━━ Exercise materials

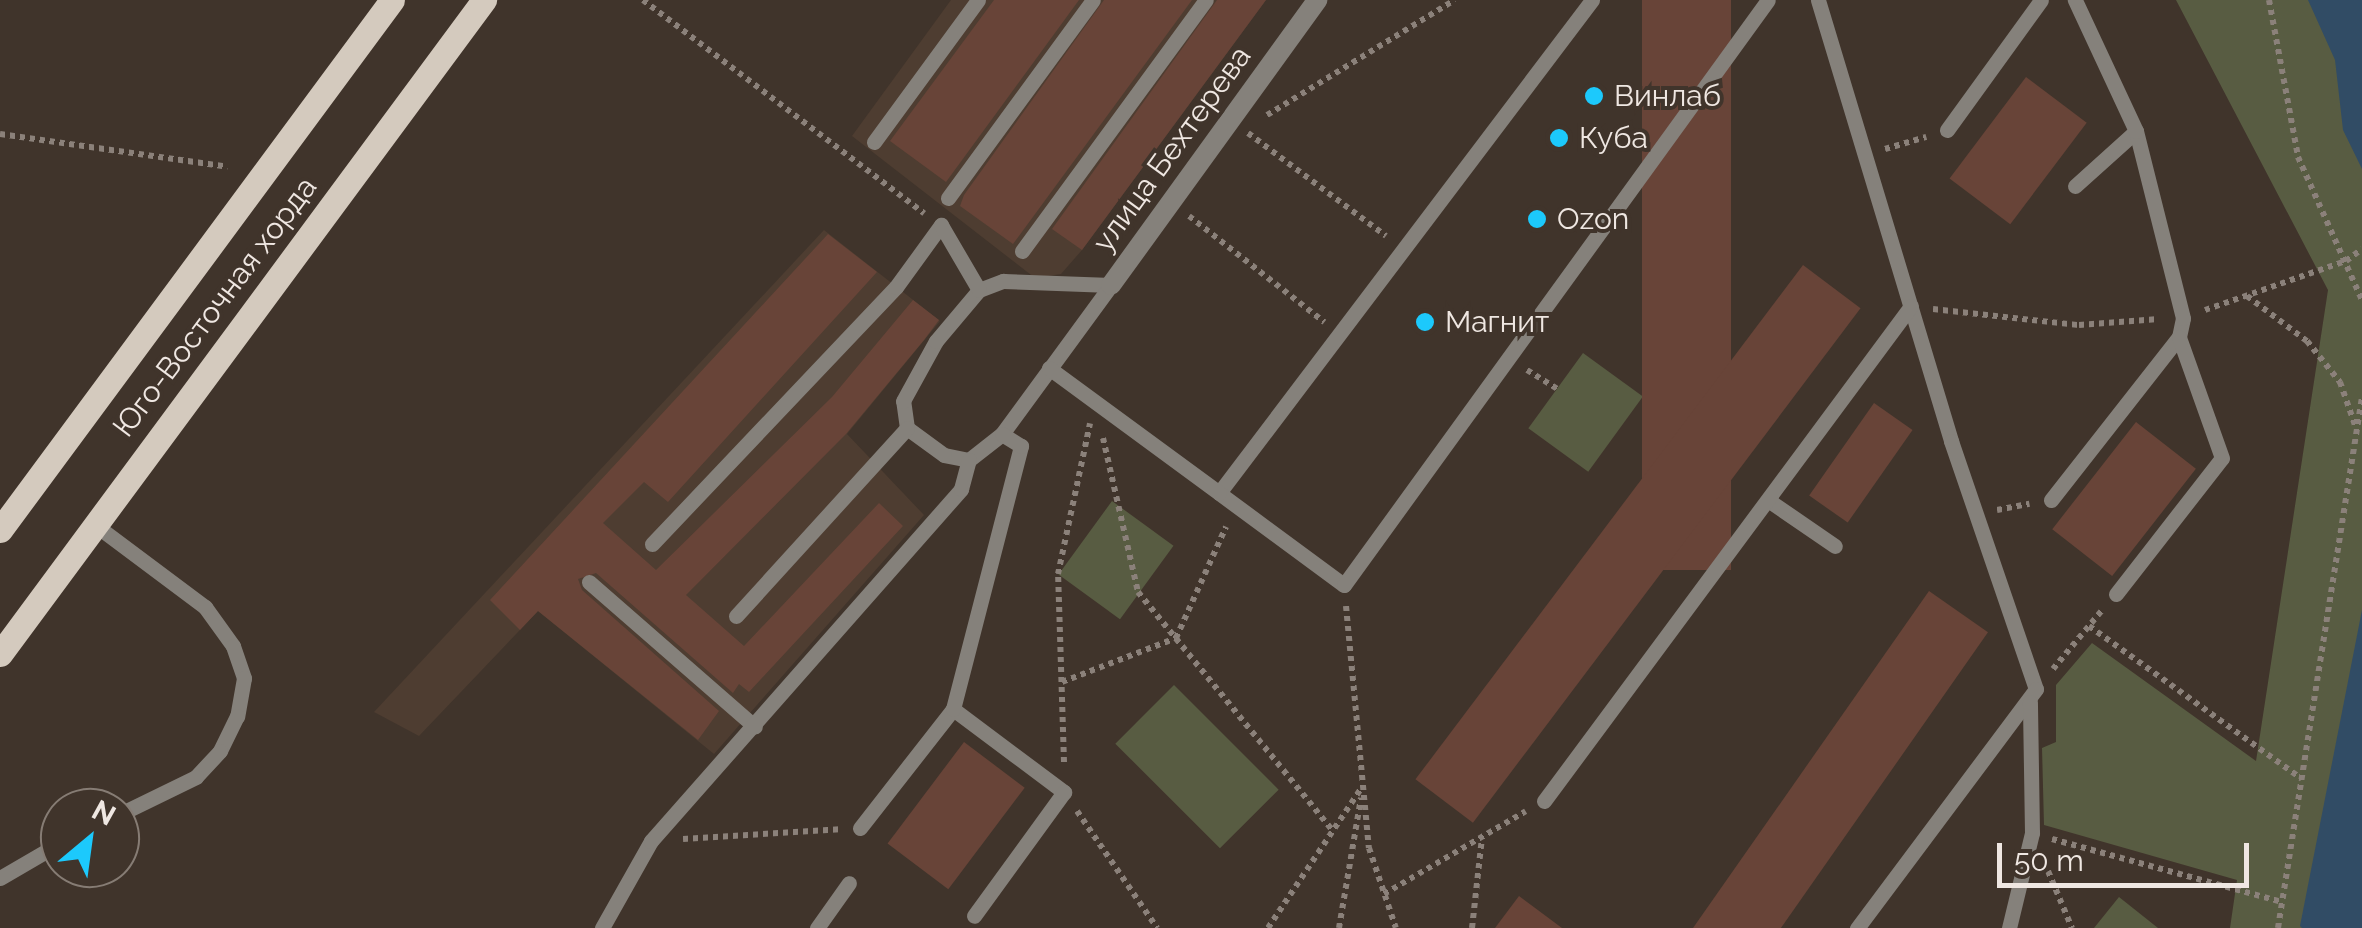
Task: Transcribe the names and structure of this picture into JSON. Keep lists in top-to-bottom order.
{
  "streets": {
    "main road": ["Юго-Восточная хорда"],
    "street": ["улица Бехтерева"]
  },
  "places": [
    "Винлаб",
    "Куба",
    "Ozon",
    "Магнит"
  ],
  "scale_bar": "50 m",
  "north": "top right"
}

━━━━

* [Task to complete]: If an entry contains an image, print the rest of that entry exactly and leave the image out.

* [Result of the task]:
Task: Transcribe the names and structure of this picture into JSON. Keep lists in top-to-bottom order.
{
  "streets": {
    "main road": ["Юго-Восточная хорда"],
    "street": ["улица Бехтерева"]
  },
  "places": [
    "Винлаб",
    "Куба",
    "Ozon",
    "Магнит"
  ],
  "scale_bar": "50 m",
  "north": "top right"
}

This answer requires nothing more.